Mountain range in Romania

The Bucegi Mountains (Munții Bucegi /ro/) are located in central Romania, south of the city of Brașov. They are part of the Southern Carpathians group of the Carpathian Mountains. At 2505 m, Omu is its highest point.

To the east, the Bucegi Mountains have a very steep slope towards the popular tourist destinations in the Prahova Valley, such as Bușteni and Sinaia. At a higher elevation is the Bucegi Plateau, where wind and rain have turned the rocks into spectacular figures such as the Sphinx and Babele.

The Bucegi is believed to be the Dacian holy mountain Kogainon, on which the God Zalmoxis resided in a cave.

==Name==
The exact origin of the name "Bucegi" is disputed by philologists. "Buceag" or "bugeac" seems to be the source of the name, a word designating in the language of mountain people both the moss in the forest and the wilderness or the junipers. An archaic version of the name "Bucegi" is "Buceci", name still used today by elders in the mountains, and about which linguists say it is derived from "huceag", "buceag" or "bugeac".

Linguist Sextil Pușcariu claims that the name of Bucșoi, one of the mountains that reach the Omu Peak, derives from "Buc", "Bucur", just as "Buceci", "Bugeci" derives from "Buc" with the same suffix like "Măneciu" or "Moeciu". And "Bucur" is a genuine Dacian name. In Iorgu Iordan's work, Toponimia romînească, the name of the mountains is derived from Slavic buk, meaning "beech".

==Ranges==
The mountains are grouped in three ranges:
- Bucegi Mountains, with highest point Omu Peak, at 2505 m
- Leaota Mountains, with highest point Leaota Peak, at 2133 m
- Piatra Craiului Mountains, with highest point Baciului Peak, at 2238 m

The Rucăr-Bran Pass separates the Piatra Craiului and Leaota ranges; it was marked by border crossings between Wallachia and Transylvania, and was defended by the Bran Castle.

== Tourism ==
The Bucegi Mountains are bordered by Prahova Valley, an area with the most ski resorts in Romania. Since 1935, part of the Bucegi Mountains has been included in the list of protected areas in Romania, with national park status.

=== Ski resorts ===
Among the most popular ski resorts within the Bucegi Mountains are Sinaia and Bușteni. Nicknamed the "Pearl of the Carpathians", Sinaia offers the possibility of performing winter sports. Ski slopes within the resort are serviced by ski lift, accessible by cable car. The main tourist attractions are Peleș Castle, Pelișor Castle, Royal Station, Sinaia Monastery, Casino, and the George Enescu Memorial House.
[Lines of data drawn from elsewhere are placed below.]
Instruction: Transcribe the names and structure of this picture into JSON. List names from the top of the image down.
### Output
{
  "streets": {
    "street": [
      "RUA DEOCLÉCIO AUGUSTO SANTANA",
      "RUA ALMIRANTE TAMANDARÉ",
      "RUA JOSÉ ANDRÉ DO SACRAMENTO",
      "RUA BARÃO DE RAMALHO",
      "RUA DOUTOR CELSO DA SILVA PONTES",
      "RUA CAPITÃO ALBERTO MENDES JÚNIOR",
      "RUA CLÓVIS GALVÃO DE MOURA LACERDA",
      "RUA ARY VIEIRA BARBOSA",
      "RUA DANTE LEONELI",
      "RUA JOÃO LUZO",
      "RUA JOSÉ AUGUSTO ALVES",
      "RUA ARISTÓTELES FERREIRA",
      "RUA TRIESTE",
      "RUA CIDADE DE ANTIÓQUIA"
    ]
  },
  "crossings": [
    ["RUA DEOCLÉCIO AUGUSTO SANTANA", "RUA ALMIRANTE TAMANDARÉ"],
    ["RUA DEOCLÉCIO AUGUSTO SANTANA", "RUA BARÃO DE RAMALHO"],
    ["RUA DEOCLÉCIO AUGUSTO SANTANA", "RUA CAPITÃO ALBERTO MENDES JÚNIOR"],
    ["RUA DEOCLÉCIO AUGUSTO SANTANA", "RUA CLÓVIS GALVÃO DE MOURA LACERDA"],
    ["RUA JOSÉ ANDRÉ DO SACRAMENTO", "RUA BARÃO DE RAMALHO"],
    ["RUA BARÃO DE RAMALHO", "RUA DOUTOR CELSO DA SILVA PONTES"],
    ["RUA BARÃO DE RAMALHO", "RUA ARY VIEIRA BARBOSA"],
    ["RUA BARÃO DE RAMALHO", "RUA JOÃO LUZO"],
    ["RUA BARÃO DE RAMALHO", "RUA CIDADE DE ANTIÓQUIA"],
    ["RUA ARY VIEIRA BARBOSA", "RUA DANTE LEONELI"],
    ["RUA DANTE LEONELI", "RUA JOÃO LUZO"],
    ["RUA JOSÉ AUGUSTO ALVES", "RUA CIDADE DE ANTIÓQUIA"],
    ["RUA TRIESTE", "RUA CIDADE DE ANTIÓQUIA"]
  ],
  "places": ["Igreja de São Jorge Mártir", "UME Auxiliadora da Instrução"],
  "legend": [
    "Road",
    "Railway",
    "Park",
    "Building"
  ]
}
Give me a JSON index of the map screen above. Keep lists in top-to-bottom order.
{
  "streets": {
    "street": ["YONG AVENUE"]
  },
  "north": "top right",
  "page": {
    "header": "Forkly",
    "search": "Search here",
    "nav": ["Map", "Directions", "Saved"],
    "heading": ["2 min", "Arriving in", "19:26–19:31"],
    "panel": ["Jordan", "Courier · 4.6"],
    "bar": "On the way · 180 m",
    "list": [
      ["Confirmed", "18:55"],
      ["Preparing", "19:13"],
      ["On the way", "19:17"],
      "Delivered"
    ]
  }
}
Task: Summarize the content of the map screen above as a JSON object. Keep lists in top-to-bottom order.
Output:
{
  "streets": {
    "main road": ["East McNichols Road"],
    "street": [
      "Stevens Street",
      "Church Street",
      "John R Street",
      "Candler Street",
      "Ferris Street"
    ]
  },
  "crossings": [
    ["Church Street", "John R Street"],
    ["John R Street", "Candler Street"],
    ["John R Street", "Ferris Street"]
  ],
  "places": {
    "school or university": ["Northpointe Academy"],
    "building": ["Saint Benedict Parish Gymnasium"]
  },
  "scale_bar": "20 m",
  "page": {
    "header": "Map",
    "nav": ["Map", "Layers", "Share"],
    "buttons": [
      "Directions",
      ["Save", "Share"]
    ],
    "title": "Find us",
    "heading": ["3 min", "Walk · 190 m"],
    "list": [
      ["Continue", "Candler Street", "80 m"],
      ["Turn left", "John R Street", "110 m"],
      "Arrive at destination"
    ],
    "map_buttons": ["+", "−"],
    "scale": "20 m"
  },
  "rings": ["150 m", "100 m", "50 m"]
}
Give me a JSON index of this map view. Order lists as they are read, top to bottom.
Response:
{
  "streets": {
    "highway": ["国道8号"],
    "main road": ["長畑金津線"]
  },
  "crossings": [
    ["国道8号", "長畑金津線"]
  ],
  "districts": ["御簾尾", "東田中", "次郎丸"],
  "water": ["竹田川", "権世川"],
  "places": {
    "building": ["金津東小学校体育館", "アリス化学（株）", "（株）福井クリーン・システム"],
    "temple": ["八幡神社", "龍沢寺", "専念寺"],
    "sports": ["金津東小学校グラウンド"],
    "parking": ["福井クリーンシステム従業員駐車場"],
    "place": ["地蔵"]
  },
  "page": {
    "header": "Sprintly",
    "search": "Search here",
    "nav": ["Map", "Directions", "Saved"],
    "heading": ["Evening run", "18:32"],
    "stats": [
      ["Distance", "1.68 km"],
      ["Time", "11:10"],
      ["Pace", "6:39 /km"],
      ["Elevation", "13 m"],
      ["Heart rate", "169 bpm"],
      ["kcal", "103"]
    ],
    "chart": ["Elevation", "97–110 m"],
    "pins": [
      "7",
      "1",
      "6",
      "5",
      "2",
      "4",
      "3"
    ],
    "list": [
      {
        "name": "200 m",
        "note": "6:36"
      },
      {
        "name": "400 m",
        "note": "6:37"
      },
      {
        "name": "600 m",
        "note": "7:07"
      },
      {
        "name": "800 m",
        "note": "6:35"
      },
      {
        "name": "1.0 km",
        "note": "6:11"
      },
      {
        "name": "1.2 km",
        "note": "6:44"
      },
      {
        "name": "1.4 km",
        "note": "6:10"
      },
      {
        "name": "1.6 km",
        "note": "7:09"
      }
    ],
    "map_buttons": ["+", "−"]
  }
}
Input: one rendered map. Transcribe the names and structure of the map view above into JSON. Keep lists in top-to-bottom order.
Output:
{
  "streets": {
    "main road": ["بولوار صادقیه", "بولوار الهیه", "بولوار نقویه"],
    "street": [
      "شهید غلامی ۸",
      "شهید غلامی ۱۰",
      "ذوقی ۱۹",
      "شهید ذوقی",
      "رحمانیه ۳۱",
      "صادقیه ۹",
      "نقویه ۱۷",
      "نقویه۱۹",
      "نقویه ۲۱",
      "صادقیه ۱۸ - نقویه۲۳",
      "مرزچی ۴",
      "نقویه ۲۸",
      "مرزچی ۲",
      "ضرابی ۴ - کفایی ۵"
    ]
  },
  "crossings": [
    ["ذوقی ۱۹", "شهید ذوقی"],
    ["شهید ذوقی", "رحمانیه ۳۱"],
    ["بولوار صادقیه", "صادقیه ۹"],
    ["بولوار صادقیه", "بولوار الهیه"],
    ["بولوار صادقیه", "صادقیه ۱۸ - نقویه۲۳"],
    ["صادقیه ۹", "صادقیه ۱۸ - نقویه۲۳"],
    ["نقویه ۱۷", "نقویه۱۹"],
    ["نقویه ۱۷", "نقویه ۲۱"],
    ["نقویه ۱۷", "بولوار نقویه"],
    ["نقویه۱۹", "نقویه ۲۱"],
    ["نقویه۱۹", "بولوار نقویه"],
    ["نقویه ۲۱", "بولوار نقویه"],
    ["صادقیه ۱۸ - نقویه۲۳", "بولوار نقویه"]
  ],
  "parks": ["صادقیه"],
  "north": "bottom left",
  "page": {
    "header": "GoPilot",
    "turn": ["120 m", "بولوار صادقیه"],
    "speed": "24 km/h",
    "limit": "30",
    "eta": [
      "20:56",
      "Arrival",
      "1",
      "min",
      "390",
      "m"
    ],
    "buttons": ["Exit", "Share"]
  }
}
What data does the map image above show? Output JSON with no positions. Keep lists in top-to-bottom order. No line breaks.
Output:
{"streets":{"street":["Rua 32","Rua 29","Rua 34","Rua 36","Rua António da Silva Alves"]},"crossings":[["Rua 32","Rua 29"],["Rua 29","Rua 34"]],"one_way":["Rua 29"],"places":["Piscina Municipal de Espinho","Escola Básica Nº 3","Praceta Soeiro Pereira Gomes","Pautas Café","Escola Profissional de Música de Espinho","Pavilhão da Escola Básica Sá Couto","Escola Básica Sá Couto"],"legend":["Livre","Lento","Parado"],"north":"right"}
Bușteni, located at an altitude of 800–900 m, features a diversified base of accommodation and meals (hotels, rest homes, chalets, tourist stops). A cable car links Silva Hotel and Babele Chalet, on the mountaintops. This area has unusual rock formations, such as the Sphinx and Babele. Bușteni is the starting point of trekking on some of the most attractive routes in the Bucegi Massif. In the winter months, Bușteni offers the possibility of practicing skiing and sleighing. There are ski slopes with varying degrees of difficulty. Bușteni is also a cultural point, featuring Cantacuzino Castle and Cezar Petrescu Memorial Museum. There is a trout farm in the area.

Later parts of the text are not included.